A decisão de trazer o time de volta ao escritório pode ser certa para a cultura, para a integração de quem acabou de entrar ou para o ritmo de decisão de um time específico. O erro caro não é o RTO em si, é anunciar o mandato sem ter rodado, antes, o mesmo cenário de headcount que já se roda para qualquer outra decisão de pessoal.

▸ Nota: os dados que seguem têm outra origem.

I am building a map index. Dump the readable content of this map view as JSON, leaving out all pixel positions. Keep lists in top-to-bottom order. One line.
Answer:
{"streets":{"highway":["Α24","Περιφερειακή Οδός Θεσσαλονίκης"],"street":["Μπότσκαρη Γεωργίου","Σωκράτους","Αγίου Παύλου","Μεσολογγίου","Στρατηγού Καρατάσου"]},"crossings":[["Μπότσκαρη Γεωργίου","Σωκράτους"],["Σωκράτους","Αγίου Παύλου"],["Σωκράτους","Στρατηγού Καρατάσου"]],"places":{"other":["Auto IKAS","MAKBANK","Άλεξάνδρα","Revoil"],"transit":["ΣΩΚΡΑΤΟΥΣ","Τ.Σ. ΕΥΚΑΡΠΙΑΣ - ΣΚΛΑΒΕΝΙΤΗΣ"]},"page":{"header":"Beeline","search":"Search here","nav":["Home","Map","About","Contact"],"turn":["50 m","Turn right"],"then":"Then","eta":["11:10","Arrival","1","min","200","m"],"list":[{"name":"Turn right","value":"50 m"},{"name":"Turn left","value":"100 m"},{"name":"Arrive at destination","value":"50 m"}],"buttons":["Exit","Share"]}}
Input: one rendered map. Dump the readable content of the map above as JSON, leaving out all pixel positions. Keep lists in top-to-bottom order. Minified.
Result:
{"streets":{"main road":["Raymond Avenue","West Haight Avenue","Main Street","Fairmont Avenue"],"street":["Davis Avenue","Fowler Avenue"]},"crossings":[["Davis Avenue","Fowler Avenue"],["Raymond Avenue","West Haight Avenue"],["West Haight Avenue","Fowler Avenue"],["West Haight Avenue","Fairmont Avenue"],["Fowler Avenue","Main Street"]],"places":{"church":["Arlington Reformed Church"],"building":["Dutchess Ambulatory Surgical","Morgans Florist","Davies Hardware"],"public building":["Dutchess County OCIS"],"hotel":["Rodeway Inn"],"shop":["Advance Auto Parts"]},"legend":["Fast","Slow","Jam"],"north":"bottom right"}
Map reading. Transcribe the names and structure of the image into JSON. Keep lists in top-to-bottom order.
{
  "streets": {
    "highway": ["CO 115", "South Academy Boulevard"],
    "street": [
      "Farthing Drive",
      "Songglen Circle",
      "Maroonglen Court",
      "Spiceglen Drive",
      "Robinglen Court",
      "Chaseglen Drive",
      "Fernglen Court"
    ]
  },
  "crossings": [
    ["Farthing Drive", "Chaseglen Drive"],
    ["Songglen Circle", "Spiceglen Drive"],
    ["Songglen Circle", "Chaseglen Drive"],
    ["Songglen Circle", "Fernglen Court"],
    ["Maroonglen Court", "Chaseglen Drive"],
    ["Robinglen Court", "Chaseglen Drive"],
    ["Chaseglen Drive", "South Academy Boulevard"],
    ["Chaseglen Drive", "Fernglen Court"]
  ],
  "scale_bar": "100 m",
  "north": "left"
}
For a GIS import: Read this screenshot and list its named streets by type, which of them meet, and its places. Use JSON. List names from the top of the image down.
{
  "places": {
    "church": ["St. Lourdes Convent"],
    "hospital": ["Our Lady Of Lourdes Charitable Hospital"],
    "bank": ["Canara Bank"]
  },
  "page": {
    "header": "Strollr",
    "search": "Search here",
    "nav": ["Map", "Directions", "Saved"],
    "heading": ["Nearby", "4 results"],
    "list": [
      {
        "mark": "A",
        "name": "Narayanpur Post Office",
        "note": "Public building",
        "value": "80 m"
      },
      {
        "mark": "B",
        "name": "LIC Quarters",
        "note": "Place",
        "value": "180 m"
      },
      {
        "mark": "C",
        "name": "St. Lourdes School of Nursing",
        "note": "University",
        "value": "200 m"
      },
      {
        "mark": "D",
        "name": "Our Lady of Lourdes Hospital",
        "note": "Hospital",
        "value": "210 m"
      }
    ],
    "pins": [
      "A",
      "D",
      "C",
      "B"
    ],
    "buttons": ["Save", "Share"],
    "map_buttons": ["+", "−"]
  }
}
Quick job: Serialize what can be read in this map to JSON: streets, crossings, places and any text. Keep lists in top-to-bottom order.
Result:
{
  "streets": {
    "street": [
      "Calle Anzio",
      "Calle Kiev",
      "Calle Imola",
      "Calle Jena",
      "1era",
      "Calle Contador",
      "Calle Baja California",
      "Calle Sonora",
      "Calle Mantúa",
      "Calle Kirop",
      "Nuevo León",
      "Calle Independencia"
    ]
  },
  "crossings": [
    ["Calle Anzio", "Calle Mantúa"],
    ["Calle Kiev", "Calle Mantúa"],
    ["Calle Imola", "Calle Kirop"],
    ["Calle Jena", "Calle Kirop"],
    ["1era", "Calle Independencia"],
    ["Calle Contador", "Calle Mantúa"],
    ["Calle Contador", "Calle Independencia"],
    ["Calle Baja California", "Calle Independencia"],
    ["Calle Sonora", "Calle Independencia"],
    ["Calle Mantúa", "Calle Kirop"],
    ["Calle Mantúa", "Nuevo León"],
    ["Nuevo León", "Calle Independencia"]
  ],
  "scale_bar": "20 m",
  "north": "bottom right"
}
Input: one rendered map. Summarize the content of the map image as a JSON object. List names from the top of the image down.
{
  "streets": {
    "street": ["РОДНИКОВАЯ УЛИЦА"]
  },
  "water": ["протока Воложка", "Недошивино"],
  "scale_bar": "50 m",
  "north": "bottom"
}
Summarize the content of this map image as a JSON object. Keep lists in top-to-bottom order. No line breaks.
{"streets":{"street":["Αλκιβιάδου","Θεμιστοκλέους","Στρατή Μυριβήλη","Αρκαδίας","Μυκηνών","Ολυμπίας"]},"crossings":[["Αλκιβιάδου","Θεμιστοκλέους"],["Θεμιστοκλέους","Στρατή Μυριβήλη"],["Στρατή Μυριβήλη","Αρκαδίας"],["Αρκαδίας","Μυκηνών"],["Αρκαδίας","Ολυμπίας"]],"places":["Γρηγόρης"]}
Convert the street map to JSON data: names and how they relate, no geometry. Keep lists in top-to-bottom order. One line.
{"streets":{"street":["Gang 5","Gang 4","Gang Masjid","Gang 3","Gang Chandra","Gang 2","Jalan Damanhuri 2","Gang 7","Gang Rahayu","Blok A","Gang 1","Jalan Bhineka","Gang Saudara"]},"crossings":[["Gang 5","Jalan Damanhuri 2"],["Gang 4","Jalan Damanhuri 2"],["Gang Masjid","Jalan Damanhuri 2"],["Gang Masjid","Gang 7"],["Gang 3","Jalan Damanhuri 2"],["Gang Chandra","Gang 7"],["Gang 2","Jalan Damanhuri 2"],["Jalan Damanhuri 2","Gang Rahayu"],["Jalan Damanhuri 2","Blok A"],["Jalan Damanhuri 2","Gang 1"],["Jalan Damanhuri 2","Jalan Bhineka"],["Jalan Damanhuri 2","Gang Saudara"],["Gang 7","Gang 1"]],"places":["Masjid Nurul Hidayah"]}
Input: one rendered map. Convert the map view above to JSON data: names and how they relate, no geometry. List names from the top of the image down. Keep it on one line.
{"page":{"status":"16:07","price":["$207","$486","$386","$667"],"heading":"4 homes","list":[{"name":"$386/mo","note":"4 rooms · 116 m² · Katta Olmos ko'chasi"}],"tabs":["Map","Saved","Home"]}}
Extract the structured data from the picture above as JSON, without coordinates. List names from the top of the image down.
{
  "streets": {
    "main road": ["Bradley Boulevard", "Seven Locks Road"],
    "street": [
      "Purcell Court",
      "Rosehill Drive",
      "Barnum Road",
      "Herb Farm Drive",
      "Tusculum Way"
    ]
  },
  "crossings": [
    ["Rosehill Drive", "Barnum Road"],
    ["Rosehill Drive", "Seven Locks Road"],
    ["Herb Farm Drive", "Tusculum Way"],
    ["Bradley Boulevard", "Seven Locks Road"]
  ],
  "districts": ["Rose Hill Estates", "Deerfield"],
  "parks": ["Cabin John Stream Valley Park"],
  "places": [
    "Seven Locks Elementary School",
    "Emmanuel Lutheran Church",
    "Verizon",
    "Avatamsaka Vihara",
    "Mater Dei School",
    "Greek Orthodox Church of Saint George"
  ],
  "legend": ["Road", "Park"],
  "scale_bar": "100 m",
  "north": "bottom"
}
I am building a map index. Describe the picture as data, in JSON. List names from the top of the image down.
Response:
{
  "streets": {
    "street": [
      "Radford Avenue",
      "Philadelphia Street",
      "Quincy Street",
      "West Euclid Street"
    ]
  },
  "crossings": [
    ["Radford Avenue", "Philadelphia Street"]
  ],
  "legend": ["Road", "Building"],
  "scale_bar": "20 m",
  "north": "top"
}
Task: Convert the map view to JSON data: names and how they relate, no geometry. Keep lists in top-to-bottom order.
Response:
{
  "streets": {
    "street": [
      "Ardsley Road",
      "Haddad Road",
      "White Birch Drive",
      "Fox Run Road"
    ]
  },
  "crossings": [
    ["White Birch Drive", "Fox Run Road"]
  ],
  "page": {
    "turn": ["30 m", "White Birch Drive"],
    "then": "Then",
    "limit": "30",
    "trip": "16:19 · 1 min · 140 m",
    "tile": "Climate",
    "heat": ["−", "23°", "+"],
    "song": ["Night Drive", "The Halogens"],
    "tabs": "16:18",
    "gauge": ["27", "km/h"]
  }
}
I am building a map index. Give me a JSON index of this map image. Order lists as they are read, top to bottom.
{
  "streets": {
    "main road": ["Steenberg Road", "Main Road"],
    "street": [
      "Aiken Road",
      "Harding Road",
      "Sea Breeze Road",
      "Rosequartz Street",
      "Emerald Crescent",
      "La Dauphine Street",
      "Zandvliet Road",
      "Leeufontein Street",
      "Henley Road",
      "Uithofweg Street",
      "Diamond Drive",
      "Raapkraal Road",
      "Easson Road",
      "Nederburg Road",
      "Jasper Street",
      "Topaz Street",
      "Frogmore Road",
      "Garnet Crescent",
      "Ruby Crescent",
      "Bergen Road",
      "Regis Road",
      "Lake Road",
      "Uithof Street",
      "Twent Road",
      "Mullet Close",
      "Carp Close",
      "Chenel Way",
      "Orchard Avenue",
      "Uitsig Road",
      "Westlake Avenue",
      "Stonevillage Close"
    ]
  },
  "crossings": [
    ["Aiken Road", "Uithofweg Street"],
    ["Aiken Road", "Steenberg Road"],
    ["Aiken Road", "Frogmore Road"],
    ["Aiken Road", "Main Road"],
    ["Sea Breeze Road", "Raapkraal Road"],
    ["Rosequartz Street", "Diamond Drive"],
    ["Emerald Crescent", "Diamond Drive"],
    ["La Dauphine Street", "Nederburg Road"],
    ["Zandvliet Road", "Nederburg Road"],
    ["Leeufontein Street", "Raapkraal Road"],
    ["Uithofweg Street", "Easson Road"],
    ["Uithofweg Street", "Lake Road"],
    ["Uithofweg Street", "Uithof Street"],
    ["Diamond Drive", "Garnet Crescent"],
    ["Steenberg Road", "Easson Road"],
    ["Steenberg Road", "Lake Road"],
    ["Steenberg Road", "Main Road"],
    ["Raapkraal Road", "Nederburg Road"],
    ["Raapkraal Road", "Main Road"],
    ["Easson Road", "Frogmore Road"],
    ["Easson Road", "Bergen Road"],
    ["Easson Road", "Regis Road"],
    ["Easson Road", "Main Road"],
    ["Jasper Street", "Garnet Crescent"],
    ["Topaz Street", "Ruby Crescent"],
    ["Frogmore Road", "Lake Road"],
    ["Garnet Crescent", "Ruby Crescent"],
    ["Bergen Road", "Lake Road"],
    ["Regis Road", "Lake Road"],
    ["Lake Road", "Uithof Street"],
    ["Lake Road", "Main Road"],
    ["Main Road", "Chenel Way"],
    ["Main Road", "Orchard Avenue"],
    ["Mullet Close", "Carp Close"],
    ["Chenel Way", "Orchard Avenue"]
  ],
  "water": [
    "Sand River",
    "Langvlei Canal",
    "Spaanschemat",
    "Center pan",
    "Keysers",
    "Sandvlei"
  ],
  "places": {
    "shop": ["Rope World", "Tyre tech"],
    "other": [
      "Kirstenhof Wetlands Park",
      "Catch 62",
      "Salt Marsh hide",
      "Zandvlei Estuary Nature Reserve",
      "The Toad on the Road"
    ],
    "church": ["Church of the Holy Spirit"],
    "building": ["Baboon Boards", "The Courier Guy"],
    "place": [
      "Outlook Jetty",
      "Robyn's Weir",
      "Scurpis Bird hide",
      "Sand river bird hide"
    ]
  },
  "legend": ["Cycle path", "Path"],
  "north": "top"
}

Aumento de 14% na saída voluntária após mandatos de RTO em empresas do S&P 500, com efeito de +20% entre mulheres, +7% entre homens, +18% entre profissionais mais qualificados e +19% entre gestores de nível médio e sênior: pesquisa acadêmica com empresas do S&P 500 (University of Pittsburgh, Baylor University e University of Michigan), via HR Dive (2024–2025). Regime totalmente presencial em 51,1% das empresas brasileiras, híbrido em 41,3% e remoto em 7,6%: GPTW, Relatório de Tendências em Gestão de Pessoas (2025). 81% das mulheres e 66% dos homens no Brasil deixariam o emprego se perdessem o home office por completo, com 1.432 profissionais ouvidos: Robert Half, em parceria com o Insper (2025). Queda de 33% na taxa de pedidos de demissão no modelo híbrido de dois dias em casa, sem perda mensurável de produtividade, com 1.612 funcionários acompanhados por dois anos: Bloom et al., Nature (2024). Bradesco chama cerca de 900 funcionários de volta ao presencial total a partir de janeiro de 2026; Itaú Unibanco eleva a exigência presencial dos atuais 8 dias por mês para 3 dias por semana a partir de 2028: cobertura de imprensa especializada em economia e carreira (2025).